---------- Supplied records ----------

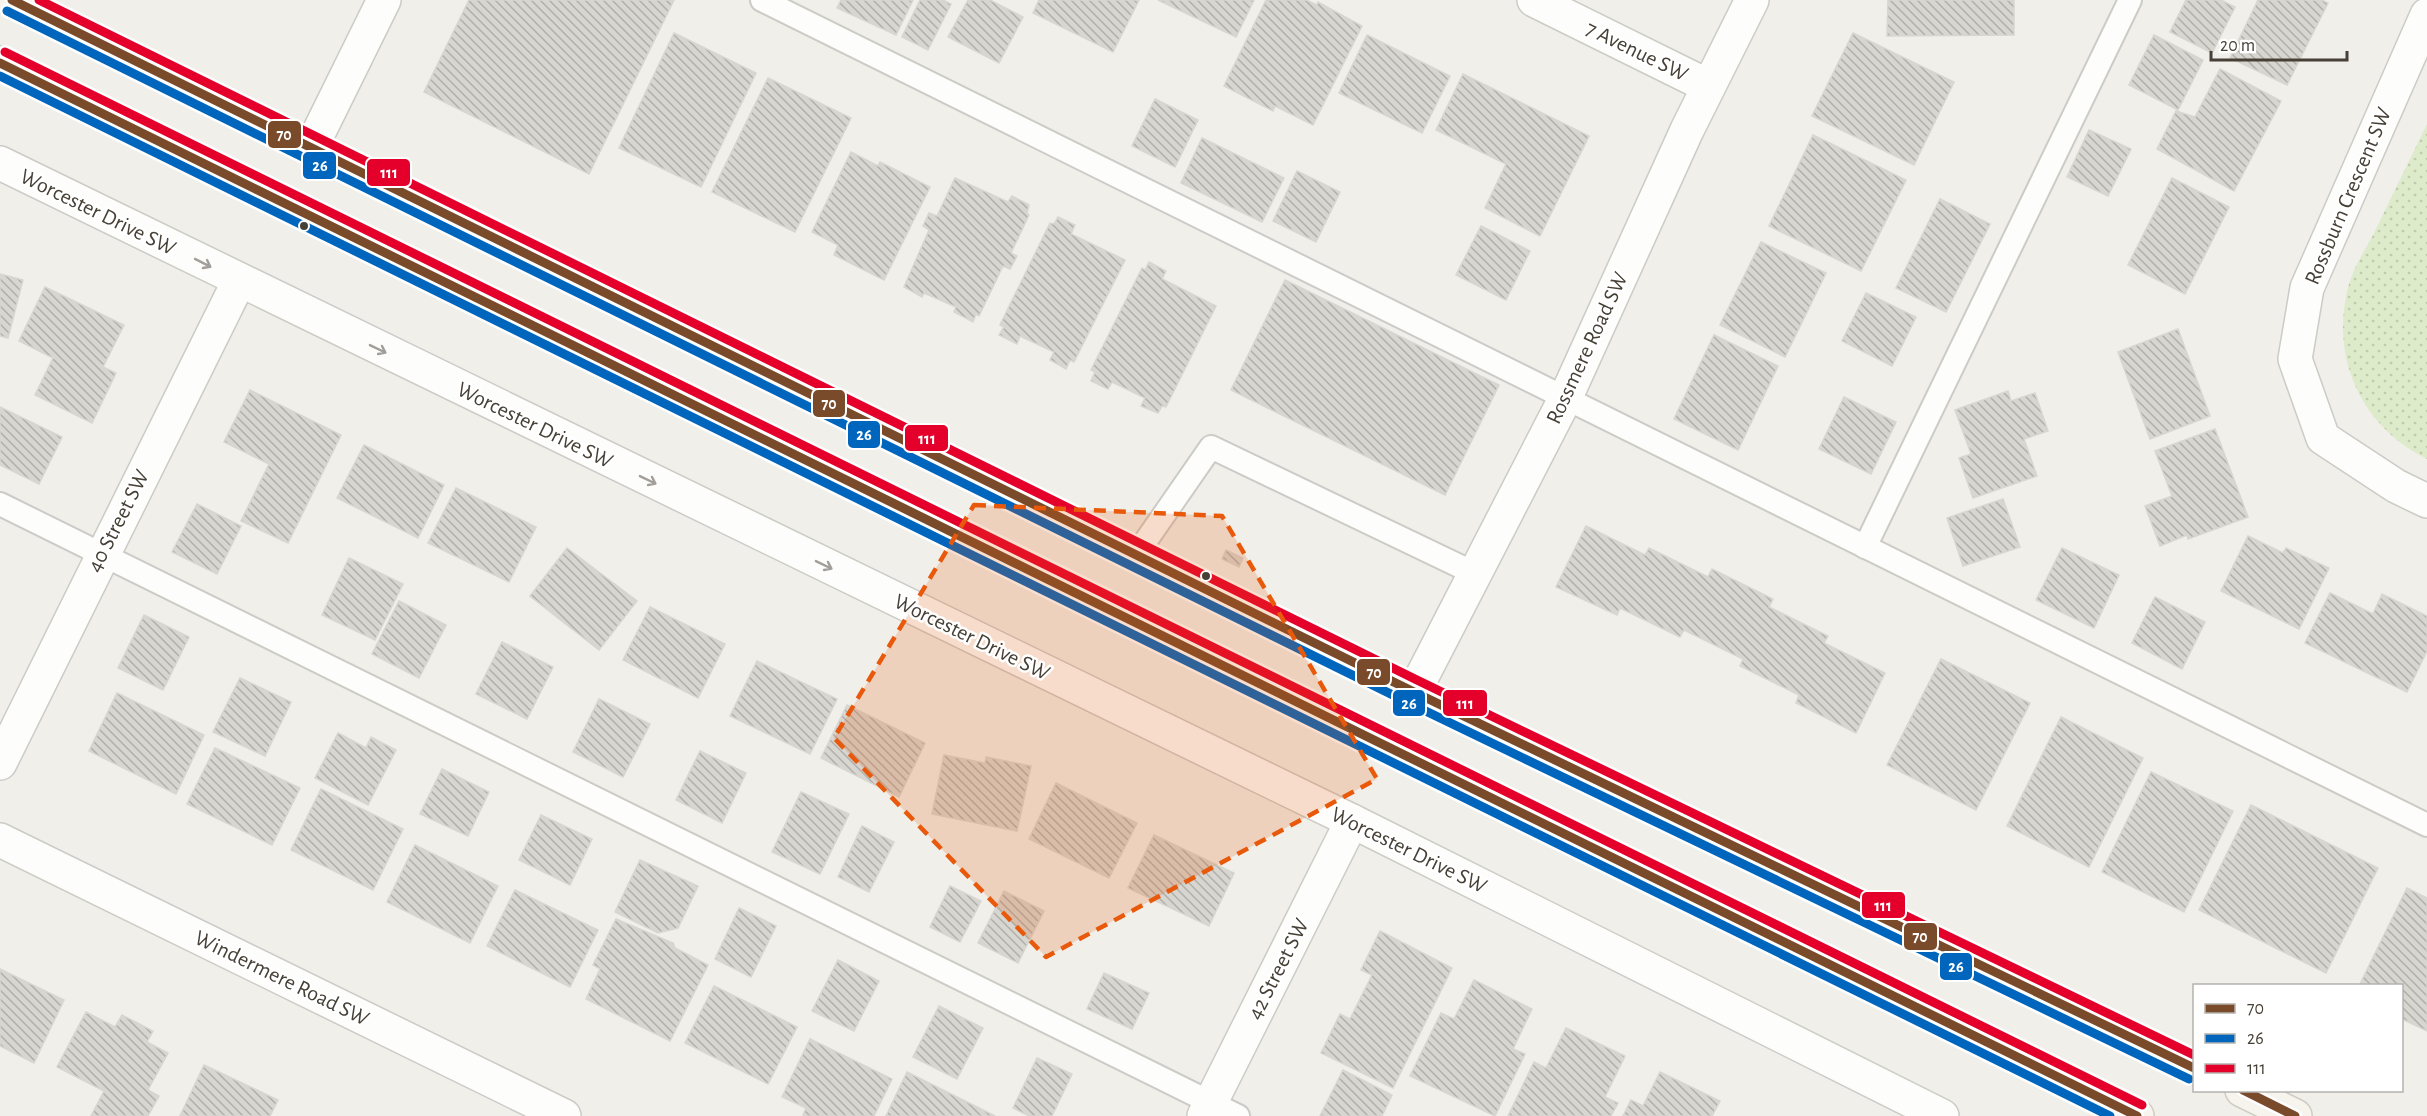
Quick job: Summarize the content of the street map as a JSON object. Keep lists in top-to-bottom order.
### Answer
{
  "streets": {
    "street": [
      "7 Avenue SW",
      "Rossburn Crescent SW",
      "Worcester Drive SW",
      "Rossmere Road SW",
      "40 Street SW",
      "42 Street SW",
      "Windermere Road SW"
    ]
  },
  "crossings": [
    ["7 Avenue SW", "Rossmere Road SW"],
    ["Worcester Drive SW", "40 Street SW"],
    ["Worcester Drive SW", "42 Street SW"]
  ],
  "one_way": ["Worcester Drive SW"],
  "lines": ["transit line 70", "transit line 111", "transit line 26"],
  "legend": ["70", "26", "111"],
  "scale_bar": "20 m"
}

----------

> _Task instructions_
The full listing must come back exactly as written, with its pictures left out.

> _Response for this exercise_
Quick job: Summarize the content of the street map as a JSON object. Keep lists in top-to-bottom order.
### Answer
{
  "streets": {
    "street": [
      "7 Avenue SW",
      "Rossburn Crescent SW",
      "Worcester Drive SW",
      "Rossmere Road SW",
      "40 Street SW",
      "42 Street SW",
      "Windermere Road SW"
    ]
  },
  "crossings": [
    ["7 Avenue SW", "Rossmere Road SW"],
    ["Worcester Drive SW", "40 Street SW"],
    ["Worcester Drive SW", "42 Street SW"]
  ],
  "one_way": ["Worcester Drive SW"],
  "lines": ["transit line 70", "transit line 111", "transit line 26"],
  "legend": ["70", "26", "111"],
  "scale_bar": "20 m"
}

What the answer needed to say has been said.